====== Excerpted records
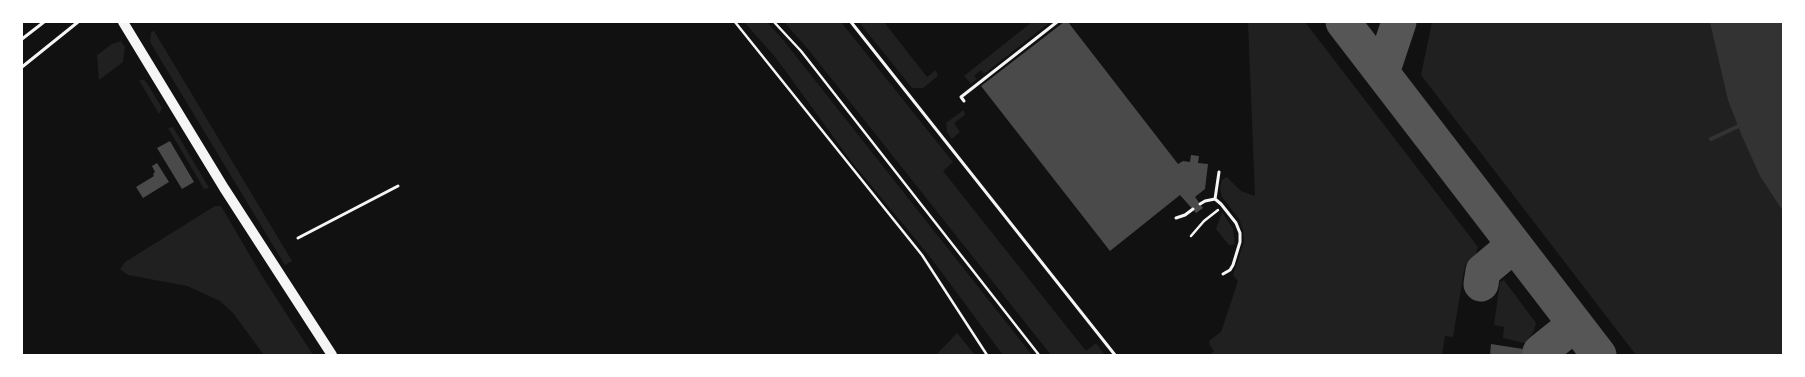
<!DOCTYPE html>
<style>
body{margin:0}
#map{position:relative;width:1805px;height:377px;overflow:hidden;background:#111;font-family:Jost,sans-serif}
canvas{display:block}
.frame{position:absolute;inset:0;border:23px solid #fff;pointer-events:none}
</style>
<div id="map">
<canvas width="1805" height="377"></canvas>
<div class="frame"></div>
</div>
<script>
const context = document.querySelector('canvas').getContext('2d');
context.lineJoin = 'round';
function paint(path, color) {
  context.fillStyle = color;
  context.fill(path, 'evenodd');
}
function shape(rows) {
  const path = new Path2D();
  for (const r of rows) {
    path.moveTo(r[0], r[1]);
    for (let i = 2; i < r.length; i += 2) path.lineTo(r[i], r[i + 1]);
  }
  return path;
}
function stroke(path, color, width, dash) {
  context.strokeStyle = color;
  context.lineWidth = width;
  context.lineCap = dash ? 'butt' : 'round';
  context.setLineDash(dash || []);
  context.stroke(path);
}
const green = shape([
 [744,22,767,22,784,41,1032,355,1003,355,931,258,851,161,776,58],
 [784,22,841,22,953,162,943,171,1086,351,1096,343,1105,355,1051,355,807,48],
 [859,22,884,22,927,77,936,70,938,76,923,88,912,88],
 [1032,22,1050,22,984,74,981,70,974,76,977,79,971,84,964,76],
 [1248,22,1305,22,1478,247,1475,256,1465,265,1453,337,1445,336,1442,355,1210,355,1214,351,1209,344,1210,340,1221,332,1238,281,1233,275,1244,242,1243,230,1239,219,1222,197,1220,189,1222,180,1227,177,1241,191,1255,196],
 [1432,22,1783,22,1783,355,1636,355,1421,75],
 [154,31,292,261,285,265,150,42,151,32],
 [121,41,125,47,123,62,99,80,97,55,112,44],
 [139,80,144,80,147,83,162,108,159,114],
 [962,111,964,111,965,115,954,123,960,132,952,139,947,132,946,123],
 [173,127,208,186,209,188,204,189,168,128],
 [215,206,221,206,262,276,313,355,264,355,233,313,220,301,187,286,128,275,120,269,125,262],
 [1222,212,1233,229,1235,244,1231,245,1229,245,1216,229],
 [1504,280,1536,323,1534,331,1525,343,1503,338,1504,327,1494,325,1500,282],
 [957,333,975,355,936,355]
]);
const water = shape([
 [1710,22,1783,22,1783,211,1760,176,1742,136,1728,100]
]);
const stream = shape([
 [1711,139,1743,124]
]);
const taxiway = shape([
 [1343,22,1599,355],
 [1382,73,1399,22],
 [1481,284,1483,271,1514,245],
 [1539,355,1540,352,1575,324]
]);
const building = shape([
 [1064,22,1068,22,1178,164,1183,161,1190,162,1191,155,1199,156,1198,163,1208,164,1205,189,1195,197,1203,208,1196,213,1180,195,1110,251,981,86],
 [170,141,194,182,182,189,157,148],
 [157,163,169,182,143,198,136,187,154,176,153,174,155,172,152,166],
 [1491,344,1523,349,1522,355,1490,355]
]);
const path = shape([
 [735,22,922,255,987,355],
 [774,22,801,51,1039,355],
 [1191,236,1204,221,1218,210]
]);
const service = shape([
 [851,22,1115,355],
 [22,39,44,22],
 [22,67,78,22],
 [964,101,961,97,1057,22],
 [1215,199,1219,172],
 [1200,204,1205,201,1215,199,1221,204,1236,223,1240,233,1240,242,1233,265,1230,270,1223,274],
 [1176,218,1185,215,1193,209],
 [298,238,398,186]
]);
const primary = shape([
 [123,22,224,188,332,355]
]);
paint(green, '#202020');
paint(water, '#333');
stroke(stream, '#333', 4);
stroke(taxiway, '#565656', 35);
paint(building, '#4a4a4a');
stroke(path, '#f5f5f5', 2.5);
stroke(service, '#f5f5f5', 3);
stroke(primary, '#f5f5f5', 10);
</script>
============
====== Excerpted records
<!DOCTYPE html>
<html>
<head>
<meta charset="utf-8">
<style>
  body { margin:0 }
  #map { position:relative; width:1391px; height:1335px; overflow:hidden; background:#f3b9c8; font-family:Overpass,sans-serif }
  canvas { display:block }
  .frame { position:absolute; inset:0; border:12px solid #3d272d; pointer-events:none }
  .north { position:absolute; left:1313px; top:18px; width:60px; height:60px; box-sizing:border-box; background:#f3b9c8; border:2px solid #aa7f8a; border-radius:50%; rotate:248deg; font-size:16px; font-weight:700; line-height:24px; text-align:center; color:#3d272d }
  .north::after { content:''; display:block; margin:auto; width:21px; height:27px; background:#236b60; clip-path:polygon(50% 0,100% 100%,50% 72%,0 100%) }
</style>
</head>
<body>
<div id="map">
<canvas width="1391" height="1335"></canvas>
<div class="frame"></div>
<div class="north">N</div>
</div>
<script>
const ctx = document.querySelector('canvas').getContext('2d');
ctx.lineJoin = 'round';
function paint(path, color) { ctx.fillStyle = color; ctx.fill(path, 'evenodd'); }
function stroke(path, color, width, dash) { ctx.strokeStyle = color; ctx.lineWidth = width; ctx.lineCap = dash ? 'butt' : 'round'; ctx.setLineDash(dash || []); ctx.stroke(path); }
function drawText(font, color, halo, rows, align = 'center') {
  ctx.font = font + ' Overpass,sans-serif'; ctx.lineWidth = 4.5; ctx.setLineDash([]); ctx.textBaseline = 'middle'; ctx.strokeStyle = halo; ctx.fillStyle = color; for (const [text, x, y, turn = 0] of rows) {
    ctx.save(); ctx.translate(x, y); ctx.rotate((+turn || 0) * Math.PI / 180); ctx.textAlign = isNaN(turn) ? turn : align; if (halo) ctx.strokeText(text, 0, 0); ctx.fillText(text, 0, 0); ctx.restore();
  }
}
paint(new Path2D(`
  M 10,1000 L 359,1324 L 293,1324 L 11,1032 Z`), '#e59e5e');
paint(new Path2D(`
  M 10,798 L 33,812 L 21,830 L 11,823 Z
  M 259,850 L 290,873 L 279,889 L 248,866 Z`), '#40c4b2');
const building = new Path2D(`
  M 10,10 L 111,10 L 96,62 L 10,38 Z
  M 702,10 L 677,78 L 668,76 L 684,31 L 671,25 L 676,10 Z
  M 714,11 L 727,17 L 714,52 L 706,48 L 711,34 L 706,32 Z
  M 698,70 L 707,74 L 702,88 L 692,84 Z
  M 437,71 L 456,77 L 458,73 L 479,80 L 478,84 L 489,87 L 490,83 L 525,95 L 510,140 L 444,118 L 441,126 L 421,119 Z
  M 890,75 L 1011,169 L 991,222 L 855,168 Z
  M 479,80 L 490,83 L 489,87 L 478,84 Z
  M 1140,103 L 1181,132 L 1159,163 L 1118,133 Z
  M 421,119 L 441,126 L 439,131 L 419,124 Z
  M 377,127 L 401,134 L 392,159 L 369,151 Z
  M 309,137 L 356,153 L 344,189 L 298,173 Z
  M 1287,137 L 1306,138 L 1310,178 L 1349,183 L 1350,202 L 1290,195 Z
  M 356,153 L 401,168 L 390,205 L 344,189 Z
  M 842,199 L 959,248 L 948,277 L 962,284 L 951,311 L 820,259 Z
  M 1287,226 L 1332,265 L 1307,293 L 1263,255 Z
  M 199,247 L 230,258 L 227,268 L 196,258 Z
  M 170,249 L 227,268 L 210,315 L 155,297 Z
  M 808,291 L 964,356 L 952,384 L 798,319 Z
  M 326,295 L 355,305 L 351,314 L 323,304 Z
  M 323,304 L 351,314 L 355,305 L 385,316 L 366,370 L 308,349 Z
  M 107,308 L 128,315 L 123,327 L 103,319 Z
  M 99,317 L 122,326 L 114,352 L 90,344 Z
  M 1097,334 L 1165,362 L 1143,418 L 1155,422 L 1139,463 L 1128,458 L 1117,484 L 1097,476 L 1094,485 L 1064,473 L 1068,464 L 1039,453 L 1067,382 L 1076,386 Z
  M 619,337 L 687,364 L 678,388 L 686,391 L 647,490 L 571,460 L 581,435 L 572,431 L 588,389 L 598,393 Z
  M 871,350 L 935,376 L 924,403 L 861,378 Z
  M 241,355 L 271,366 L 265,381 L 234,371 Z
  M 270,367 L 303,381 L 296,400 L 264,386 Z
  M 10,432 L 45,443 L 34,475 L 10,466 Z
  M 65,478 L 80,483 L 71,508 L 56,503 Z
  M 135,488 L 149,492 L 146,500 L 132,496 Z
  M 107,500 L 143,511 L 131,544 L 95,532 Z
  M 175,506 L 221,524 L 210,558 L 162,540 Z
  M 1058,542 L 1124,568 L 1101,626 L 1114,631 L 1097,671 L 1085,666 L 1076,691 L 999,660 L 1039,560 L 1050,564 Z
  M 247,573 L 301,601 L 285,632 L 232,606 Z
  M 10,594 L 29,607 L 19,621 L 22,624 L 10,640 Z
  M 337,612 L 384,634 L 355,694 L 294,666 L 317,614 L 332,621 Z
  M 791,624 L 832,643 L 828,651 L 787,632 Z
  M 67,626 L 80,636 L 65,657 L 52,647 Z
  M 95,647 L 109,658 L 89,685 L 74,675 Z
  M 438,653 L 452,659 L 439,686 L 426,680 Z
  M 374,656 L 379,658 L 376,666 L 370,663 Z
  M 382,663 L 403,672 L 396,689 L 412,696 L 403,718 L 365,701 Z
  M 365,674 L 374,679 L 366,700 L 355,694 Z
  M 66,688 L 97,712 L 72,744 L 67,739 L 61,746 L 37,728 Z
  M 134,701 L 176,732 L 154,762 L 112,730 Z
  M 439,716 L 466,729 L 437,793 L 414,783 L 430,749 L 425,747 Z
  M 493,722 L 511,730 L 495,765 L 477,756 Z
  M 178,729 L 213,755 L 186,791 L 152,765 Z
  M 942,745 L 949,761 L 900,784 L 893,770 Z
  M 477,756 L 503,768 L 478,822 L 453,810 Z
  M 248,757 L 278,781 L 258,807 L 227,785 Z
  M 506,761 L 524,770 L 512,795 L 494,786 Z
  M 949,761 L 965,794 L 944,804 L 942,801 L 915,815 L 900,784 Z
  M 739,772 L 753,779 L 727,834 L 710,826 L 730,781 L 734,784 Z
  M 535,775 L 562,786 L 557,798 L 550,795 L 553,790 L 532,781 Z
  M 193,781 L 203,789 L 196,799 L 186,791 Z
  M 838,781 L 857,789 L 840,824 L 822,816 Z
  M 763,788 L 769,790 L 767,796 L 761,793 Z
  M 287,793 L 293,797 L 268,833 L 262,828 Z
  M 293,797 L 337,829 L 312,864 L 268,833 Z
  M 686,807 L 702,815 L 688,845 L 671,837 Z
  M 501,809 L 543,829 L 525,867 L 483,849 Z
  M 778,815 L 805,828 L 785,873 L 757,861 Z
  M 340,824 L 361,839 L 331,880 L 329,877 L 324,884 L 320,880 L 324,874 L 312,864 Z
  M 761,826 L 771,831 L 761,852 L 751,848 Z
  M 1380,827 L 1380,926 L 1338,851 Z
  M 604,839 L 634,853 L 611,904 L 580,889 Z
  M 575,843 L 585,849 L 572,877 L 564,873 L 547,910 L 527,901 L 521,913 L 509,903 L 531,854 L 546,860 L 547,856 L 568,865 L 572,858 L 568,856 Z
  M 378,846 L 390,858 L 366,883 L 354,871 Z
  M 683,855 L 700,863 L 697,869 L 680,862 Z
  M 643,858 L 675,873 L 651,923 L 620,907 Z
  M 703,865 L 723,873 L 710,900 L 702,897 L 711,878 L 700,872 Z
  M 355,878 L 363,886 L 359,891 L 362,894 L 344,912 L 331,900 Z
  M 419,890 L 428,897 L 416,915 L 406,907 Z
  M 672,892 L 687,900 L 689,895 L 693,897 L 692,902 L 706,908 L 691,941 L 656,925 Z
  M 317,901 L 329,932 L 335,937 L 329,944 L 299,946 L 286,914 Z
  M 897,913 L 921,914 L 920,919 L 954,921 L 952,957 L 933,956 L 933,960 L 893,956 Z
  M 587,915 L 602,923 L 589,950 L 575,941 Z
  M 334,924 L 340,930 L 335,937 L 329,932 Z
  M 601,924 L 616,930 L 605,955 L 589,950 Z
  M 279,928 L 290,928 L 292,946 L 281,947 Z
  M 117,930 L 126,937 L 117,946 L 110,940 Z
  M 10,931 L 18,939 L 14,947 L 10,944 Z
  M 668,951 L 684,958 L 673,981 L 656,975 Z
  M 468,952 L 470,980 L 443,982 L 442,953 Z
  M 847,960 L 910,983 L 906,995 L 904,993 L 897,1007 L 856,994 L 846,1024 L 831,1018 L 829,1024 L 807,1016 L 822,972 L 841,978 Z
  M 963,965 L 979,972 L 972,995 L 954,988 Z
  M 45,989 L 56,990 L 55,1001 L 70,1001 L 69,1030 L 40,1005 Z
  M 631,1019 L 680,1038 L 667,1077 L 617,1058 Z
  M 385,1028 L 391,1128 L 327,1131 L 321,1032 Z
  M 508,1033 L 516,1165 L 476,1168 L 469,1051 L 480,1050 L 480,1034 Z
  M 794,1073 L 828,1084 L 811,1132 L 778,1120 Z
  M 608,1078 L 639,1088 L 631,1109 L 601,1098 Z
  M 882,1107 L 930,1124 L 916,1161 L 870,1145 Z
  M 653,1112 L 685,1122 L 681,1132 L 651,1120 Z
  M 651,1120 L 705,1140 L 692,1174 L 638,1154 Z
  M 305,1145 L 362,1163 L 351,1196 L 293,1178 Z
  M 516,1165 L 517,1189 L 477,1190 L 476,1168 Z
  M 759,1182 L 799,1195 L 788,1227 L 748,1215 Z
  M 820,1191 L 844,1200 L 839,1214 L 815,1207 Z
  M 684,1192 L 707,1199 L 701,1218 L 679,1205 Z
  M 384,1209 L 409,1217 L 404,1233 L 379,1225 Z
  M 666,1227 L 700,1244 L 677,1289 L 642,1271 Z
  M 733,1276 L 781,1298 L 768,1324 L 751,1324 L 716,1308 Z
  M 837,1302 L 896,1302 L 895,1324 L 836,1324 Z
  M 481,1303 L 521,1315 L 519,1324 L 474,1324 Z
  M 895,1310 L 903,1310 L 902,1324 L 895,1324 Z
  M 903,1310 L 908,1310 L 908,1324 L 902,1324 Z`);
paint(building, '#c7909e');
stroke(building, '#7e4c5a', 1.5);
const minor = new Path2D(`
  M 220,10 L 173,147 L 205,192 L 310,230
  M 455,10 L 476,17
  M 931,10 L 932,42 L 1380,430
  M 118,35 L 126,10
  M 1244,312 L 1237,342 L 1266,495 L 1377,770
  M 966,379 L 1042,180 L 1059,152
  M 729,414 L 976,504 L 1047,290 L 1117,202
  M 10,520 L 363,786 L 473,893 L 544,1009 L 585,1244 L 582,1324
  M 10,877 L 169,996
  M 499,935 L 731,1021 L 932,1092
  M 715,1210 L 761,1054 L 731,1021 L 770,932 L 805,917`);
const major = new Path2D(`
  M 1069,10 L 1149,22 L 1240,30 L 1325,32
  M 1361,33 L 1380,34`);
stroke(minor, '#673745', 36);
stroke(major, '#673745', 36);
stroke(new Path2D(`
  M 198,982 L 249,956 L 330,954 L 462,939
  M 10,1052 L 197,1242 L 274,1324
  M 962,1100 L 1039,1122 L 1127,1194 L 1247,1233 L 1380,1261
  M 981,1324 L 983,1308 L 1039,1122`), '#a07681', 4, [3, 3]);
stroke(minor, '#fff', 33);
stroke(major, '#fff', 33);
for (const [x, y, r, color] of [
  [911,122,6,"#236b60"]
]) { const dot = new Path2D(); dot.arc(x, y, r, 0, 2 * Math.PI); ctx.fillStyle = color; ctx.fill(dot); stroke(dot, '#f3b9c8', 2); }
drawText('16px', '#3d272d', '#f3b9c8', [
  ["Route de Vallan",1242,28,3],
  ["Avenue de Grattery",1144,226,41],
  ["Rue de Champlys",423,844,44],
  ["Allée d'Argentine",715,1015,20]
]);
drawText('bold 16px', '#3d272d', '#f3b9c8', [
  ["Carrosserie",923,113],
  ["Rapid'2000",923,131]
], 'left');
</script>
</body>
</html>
============
__Work task__
Starting at the line that has "const path = new Path2D();" and ending at the line that has "context.lineWidth = width;", please write out the lines above exactly, leaving out all others.

__Exercise response__
  const path = new Path2D();
  for (const r of rows) {
    path.moveTo(r[0], r[1]);
    for (let i = 2; i < r.length; i += 2) path.lineTo(r[i], r[i + 1]);
  }
  return path;
}
function stroke(path, color, width, dash) {
  context.strokeStyle = color;
  context.lineWidth = width;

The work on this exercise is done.